- Opening Delimiter -

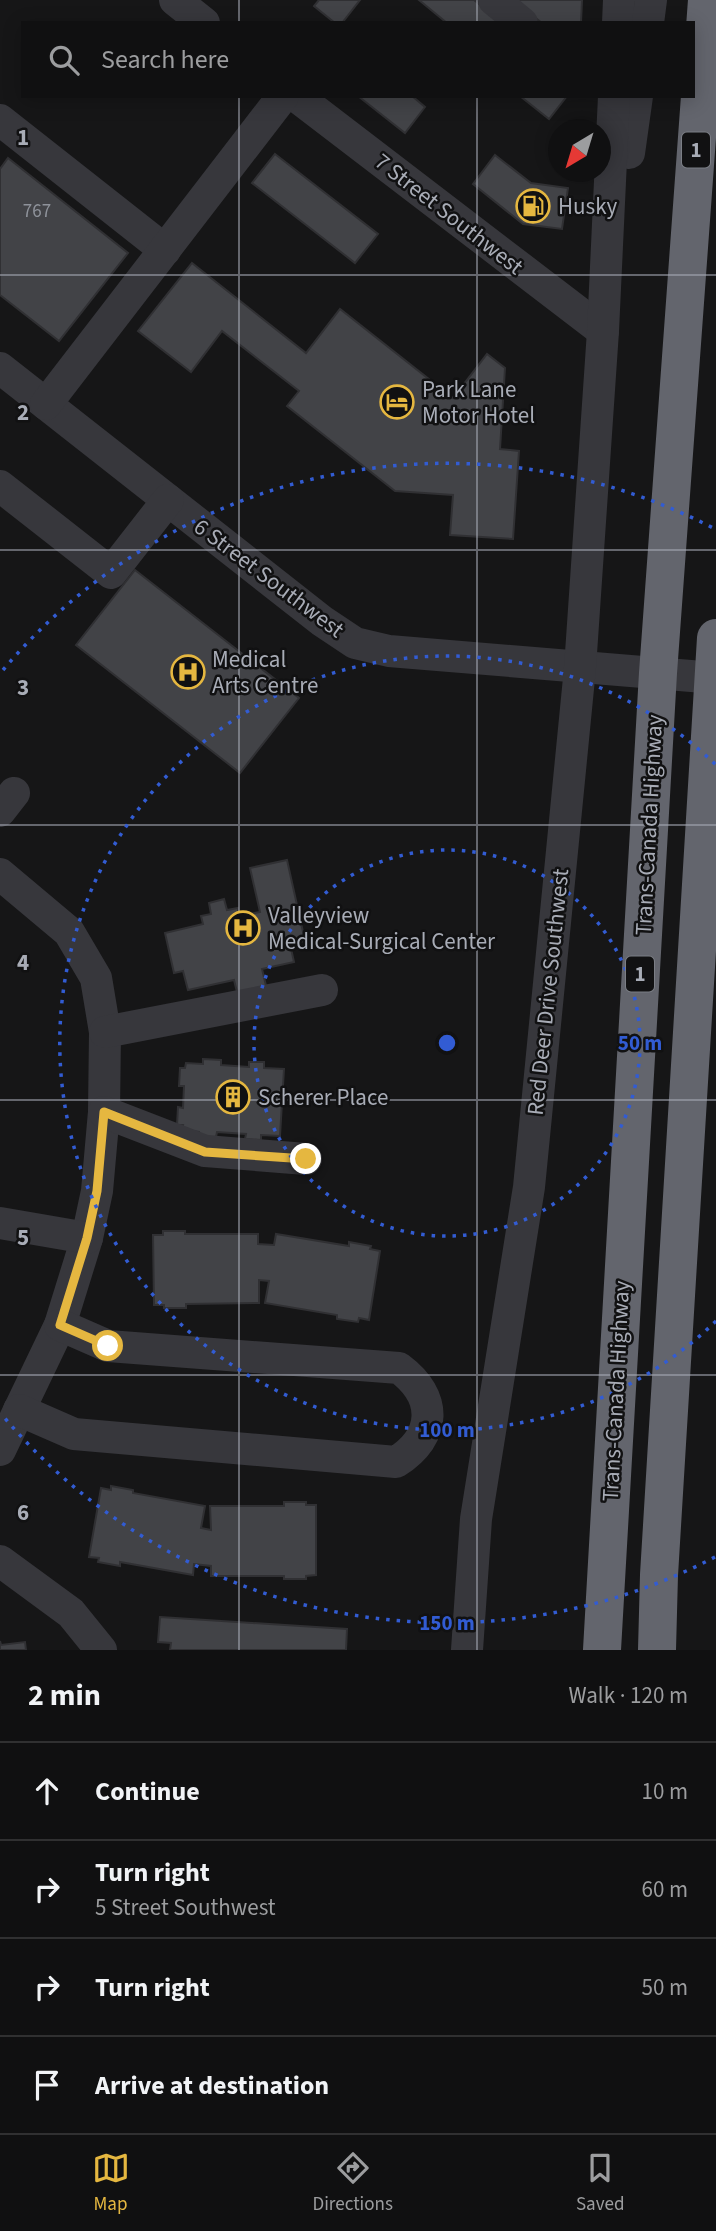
<!DOCTYPE html>
<html lang="en">
<head>
<meta charset="utf-8">
<style>
	body { margin:0; font-family:"Source Sans 3",sans-serif; background:#19191a; color:#f1f3f6 }
	.compass { position:absolute; left:548px; top:119px; width:63px; height:63px; border-radius:50%; background:#101011; box-shadow:0 4px 18px #0003; rotate:218deg }
	.stop { position:absolute; width:21px; height:21px; margin:-16px; border:5px solid #e5b740; border-radius:50%; background:#fff }
	.stop.end { background:#e5b740; border-color:#fff; box-shadow:0 2px 7px #0008 }
	.list { margin:0; padding:0; list-style:none }
	h2 { display:flex; justify-content:space-between; align-items:center; height:91px; margin:0; padding:0 28px; font-size:30px }
	h2 small { font-size:23px; font-weight:400; color:#9c9d9f }
	.list li { display:grid; grid-template-columns:46px 1fr auto; gap:21px; align-items:center; box-sizing:border-box; height:98px; padding:0 28px; border-top:2px solid #303031 }
	.list b { display:block; font-size:26px; white-space:nowrap }
	.list p { margin:0; font-size:23px; white-space:nowrap; color:#9c9d9f }
	.list em { font-size:23px; font-style:normal; color:#9c9d9f }
	.icon { flex:none; width:38px; height:38px; fill:none; stroke:currentColor; stroke-width:2; stroke-linecap:round; stroke-linejoin:round }
	.map { position:relative; flex:none; width:716px; height:1650px; overflow:hidden }
	.search { position:absolute; background:#101011; box-shadow:0 4px 18px #0003; left:21px; right:21px; top:21px; height:77px; display:flex; align-items:center; gap:18px; box-sizing:border-box; padding:0 24px; border-radius:0px; color:#9c9d9f; font-size:26px }
	.sheet { height:483px; background:#101011 }
	nav { display:flex; justify-content:space-around; align-items:center; box-sizing:border-box; height:98px; border-top:2px solid #303031; background:#101011; font-size:19px; color:#9c9d9f }
	nav a { display:grid; justify-items:center; gap:4px }
	nav .on { color:#e5b740 }
	.map>svg:first-child { display:block }
	.building { fill:#424347; stroke:#303033; stroke-width:2 }
	.lines { fill:none; stroke-linecap:round; stroke-linejoin:round }
	.minor { stroke:#37373c; stroke-width:32 }
	.highway { stroke:#63656d; stroke-width:38 }
	.route { stroke:#e5b740; stroke-width:9 }
	.grid { fill:none; stroke:#a8acb6; stroke-width:2; stroke-opacity:0.55 }
	.ring { fill:none; stroke:#325cd3; stroke-width:3.5; stroke-dasharray:3.5 7 }
	.labels { text-anchor:middle; dominant-baseline:central; stroke-width:5; stroke-linejoin:round; paint-order:stroke }
	.number-label { font-size:19px; fill:#8e929a }
	.shield { fill:#111112; stroke:#7b7e85; stroke-width:2 }
	.shield-label { font-size:21px; font-weight:bold; fill:#a8acb6 }
	.poi-label { font-size:23px; fill:#a8acb6; stroke:#111112; text-anchor:start }
	.street-label { font-size:23px; fill:#a8acb6; stroke:#111112 }
	.grid-label { font-size:23px; text-anchor:middle; font-weight:bold; fill:#a8acb6; stroke:#111112; stroke-width:5; stroke-linejoin:round; paint-order:stroke }
	.centre { fill:#325cd3; stroke:#111112; stroke-width:3.5 }
	.ring-label { font-size:21px; text-anchor:middle; font-weight:bold; fill:#325cd3; stroke:#111112; stroke-width:5; stroke-linejoin:round; paint-order:stroke }
</style>
</head>
<body>
<div class="map">
<svg width="716" height="1650" viewBox="0 0 716 1650">
	<rect width="100%" height="100%" fill="#161617"/>
	<!-- building -->
	<g class="building">
		<path d="M319 0H360L342 23H335L314 6Z"/>
		<path d="M419 0H474L503 23H447Z"/>
		<path d="M513 0H582L581 23H542Z"/>
		<path d="M358 96H412L425 107 405 133Z"/>
		<path d="M520 96H567L549 119Z"/>
		<path d="M275 154 378 234 355 263 252 183Z"/>
		<path d="M495 155 531 183 568 188 562 229 523 224 473 184Z"/>
		<path d="M8 158 128 253 59 341 0 295V169Z"/>
		<path d="M192 263 306 353 340 309 453 398 487 354 505 368 500 449 519 451 513 539 450 535 453 495 395 491 287 406 299 391 222 331 191 372 138 331Z"/>
		<path d="M135 570 299 698 240 773 76 645Z"/>
		<path d="M287 860 305 941 290 944 294 962 262 969 268 994 239 1000 234 980 188 990 183 971 174 973 165 933 203 924 201 916 211 914 209 903 224 899 227 910 238 908 239 916 260 912 250 868Z"/>
		<path d="M203 1059 221 1060V1065L249 1067V1062H264V1068L284 1069 280 1136 261 1135V1140L245 1139 246 1134 217 1132 216 1137 199 1136V1132L182 1130 183 1125H177L178 1107 183 1108 184 1086H179L180 1068H185L186 1063 203 1064Z"/>
		<path d="M163 1231H185V1234H258V1244L274 1245 276 1234 349 1246V1242L371 1246 370 1249 380 1251 369 1320 359 1318 358 1322 337 1319V1315L265 1303 269 1281 259 1280V1303L186 1304V1308H164V1305H154L153 1235H163Z"/>
		<path d="M111 1486 133 1490V1493L205 1506 201 1528 211 1530 210 1506H284V1502H306V1505H316V1575L306 1576V1579H284V1576H211V1566L194 1564 193 1575 120 1562V1566L98 1562 99 1558 89 1557 101 1488 111 1490Z"/>
		<path d="M160 1617 347 1629 346 1650H170L171 1643 158 1642Z"/>
		<path d="M0 1641 1 1645 25 1642 26 1650H0Z"/>
	</g>
	<g class="lines">
		<!-- minor -->
		<g class="minor">
			<path d="M175 0 204 23"/>
			<path d="M494 0 522 23"/>
			<path d="M618 23 619 0"/>
			<path d="M648 23 651 0"/>
			<path d="M296 96 603 331"/>
			<path d="M0 120 165 250"/>
			<path d="M629 153 637 96"/>
			<path d="M0 368 322 621 355 643 389 651 716 678"/>
			<path d="M46 404 283 96"/>
			<path d="M0 486 111 573 168 500"/>
			<path d="M0 811 14 793"/>
			<path d="M0 874 69 932 96 978 105 1032 104 1112 97 1191 87 1238 60 1325 0 1450"/>
			<path d="M105 1032 322 990"/>
			<path d="M104 1112 205 1151 306 1159"/>
			<path d="M0 1223 87 1238"/>
			<path d="M19 1410 74 1434 396 1462C437 1436 438 1397 399 1368L108 1346 60 1325"/>
			<path d="M0 1561 71 1613 101 1650"/>
			<path d="M467 1650 476 1519 529 1187 580 668 603 331 614 96"/>
		</g>
		<!-- highway -->
		<g class="highway">
			<path d="M602 1650 658 673 707 0"/>
			<path d="M657 1650 659 1575 716 638"/>
		</g>
	</g>
	<g class="lines">
		<!-- route -->
		<path class="route" d="M108 1346 60 1325 87 1238 97 1191 104 1112 205 1152 306 1159"/>
	</g>
	<!-- grid -->
	<path class="grid" d="M239 0V23M477 0V23M239 96V1650M477 96V1650M0 275H716M0 550H716M0 825H716M0 1100H716M0 1375H716"/>
	<!-- distance rings -->
	<g class="ring">
		<circle cx="447" cy="1043" r="193"/>
		<path d="M716 1321A387 387 0 1 1 716 765"/>
		<path d="M715 1557A580 580 0 0 1 3 1416M3 670A580 580 0 0 1 715 529"/>
	</g>
	<!-- icons -->
	<defs>
		<symbol id="fuel-ring" viewBox="-11 -11 22 22"><circle r="9.5" fill="#111112" stroke="#e5b740" stroke-width="1.5"/><path d="M-5.5-6h7V0h2V4h1.3V-2.5L3-4.5l.8-.8L6-3V5H2.5V1h-1V6h-7ZM-4.2-4.7v3.2H.2V-4.7Z" fill="#e5b740"/></symbol>
		<symbol id="hotel-ring" viewBox="-11 -11 22 22"><circle r="9.5" fill="#111112" stroke="#e5b740" stroke-width="1.5"/><path d="M-6-4.5h1.5V1H6V5H4.5V3h-9V5H-6ZM-4 0a1.8 1.8 0 1 1 3.6 0ZM.5 0V-2.5h3Q6-2.5 6 0Z" fill="#e5b740"/></symbol>
		<symbol id="hospital-ring" viewBox="-11 -11 22 22"><circle r="9.5" fill="#111112" stroke="#e5b740" stroke-width="1.5"/><path d="M-5-5h3v3.5h4V-5h3V5h-3V1.5h-4V5h-3Z" fill="#e5b740"/></symbol>
		<symbol id="building-ring" viewBox="-11 -11 22 22"><circle r="9.5" fill="#111112" stroke="#e5b740" stroke-width="1.5"/><path d="M-4-6H4V6H1V3H-1V6H-4ZM-2.5-4.3h1.7v1.8h-1.7ZM.8-4.3h1.7v1.8H.8ZM-2.5-1h1.7V.8h-1.7ZM.8-1h1.7V.8H.8Z" fill="#e5b740"/></symbol>
	</defs>
	<g fill-rule="evenodd">
		<use href="#fuel-ring" x="514" y="187" width="38" height="38"/>
		<use href="#hotel-ring" x="378" y="383" width="38" height="38"/>
		<use href="#hospital-ring" x="169" y="653" width="38" height="38"/>
		<use href="#hospital-ring" x="224" y="909" width="38" height="38"/>
		<use href="#building-ring" x="214" y="1078" width="38" height="38"/>
	</g>
	<g class="labels">
		<!-- number labels -->
		<g class="number-label">
			<text x="37" y="211">767</text>
		</g>
		<!-- shield labels -->
		<g class="shield">
			<rect x="682" y="132.5" width="28" height="35" rx="5"/>
			<rect x="626" y="956.5" width="28" height="35" rx="5"/>
		</g>
		<g class="shield-label">
			<text x="696" y="150">1</text>
			<text x="640" y="974">1</text>
		</g>
		<!-- poi labels -->
		<g class="poi-label">
			<text x="558" y="206">Husky</text>
			<text x="422" y="389">Park Lane<tspan x="422" dy="26">Motor Hotel</tspan></text>
			<text x="212" y="659">Medical<tspan x="212" dy="26">Arts Centre</tspan></text>
			<text x="268" y="915">Valleyview<tspan x="268" dy="26">Medical-Surgical Center</tspan></text>
			<text x="258" y="1097">Scherer Place</text>
		</g>
		<!-- street labels -->
		<g class="street-label">
			<text transform="translate(449 214) rotate(38)">7 Street Southwest</text>
			<text transform="translate(269 578) rotate(37)">6 Street Southwest</text>
			<text transform="translate(649 825) rotate(-87)">Trans-Canada Highway</text>
			<text transform="translate(548 992) rotate(-84)">Red Deer Drive Southwest</text>
			<text transform="translate(616 1391) rotate(-87)">Trans-Canada Highway</text>
		</g>
	</g>
	<g class="grid-label">
		<text x="23" y="145">1</text>
		<text x="23" y="420">2</text>
		<text x="23" y="695">3</text>
		<text x="23" y="970">4</text>
		<text x="23" y="1245">5</text>
		<text x="23" y="1520">6</text>
	</g>
	<circle cx="447" cy="1043" r="10" class="centre"/>
	<g class="ring-label">
		<text x="640" y="1050">50 m</text>
		<text x="447" y="1437">100 m</text>
		<text x="447" y="1630">150 m</text>
	</g>
</svg>
<svg class="compass" viewBox="-18 -18 36 36"><path d="M0-13l5 13h-10z" fill="#e53935"/><path d="M0 13l5-13h-10z" fill="#9c9d9f"/></svg>
<div class="stop" style="left:108px;top:1346px"></div>
<div class="stop end" style="left:306px;top:1159px"></div>
<div class="search"><svg class="icon" aria-label="search" viewBox="0 0 24 24"><circle cx="10" cy="10" r="6"/><path d="M15 15l6 6"/></svg>Search here</div>
</div>
<section class="sheet">
<h2>2 min<small>Walk · 120 m</small></h2>
<ul class="list">
<li><svg class="icon" aria-label="ahead" viewBox="0 0 24 24"><path d="M12 20V5M6 11l6-6 6 6"/></svg><div><b>Continue</b></div><em>10 m</em></li>
<li><svg class="icon" aria-label="right" viewBox="0 0 24 24"><path d="M7 20v-9h11M14 6l5 5-5 5"/></svg><div><b>Turn right</b><p>5 Street Southwest</p></div><em>60 m</em></li>
<li><svg class="icon" aria-label="right" viewBox="0 0 24 24"><path d="M7 20v-9h11M14 6l5 5-5 5"/></svg><div><b>Turn right</b></div><em>50 m</em></li>
<li><svg class="icon" aria-label="arrive" viewBox="0 0 24 24"><path d="M6 21V4h12l-3 4 3 4H6"/></svg><div><b>Arrive at destination</b></div></li>
</ul>
</section>
<nav>
<a class="on"><svg class="icon" aria-label="map" viewBox="0 0 24 24"><path d="M3 6l6-2 6 2 6-2v14l-6 2-6-2-6 2zM9 4v14M15 6v14"/></svg>Map</a>
<a><svg class="icon" aria-label="directions" viewBox="0 0 24 24"><path d="M12 3l9 9-9 9-9-9zM9 14v-3h6M13 9l2 2-2 2"/></svg>Directions</a>
<a><svg class="icon" aria-label="saved" viewBox="0 0 24 24"><path d="M7 4h10v16l-5-4-5 4z"/></svg>Saved</a>
</nav>
</body>
</html>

- Closing Delimiter -

#### Task details:
Reproduce only the lines above spanning from the line containing "fill:none; stroke:#325cd3; stroke-width:3.5;" through the line containing "fill:#325cd3; stroke:#111112; stroke-width:3.5", word for word.

#### Result below:
	.ring { fill:none; stroke:#325cd3; stroke-width:3.5; stroke-dasharray:3.5 7 }
	.labels { text-anchor:middle; dominant-baseline:central; stroke-width:5; stroke-linejoin:round; paint-order:stroke }
	.number-label { font-size:19px; fill:#8e929a }
	.shield { fill:#111112; stroke:#7b7e85; stroke-width:2 }
	.shield-label { font-size:21px; font-weight:bold; fill:#a8acb6 }
	.poi-label { font-size:23px; fill:#a8acb6; stroke:#111112; text-anchor:start }
	.street-label { font-size:23px; fill:#a8acb6; stroke:#111112 }
	.grid-label { font-size:23px; text-anchor:middle; font-weight:bold; fill:#a8acb6; stroke:#111112; stroke-width:5; stroke-linejoin:round; paint-order:stroke }
	.centre { fill:#325cd3; stroke:#111112; stroke-width:3.5 }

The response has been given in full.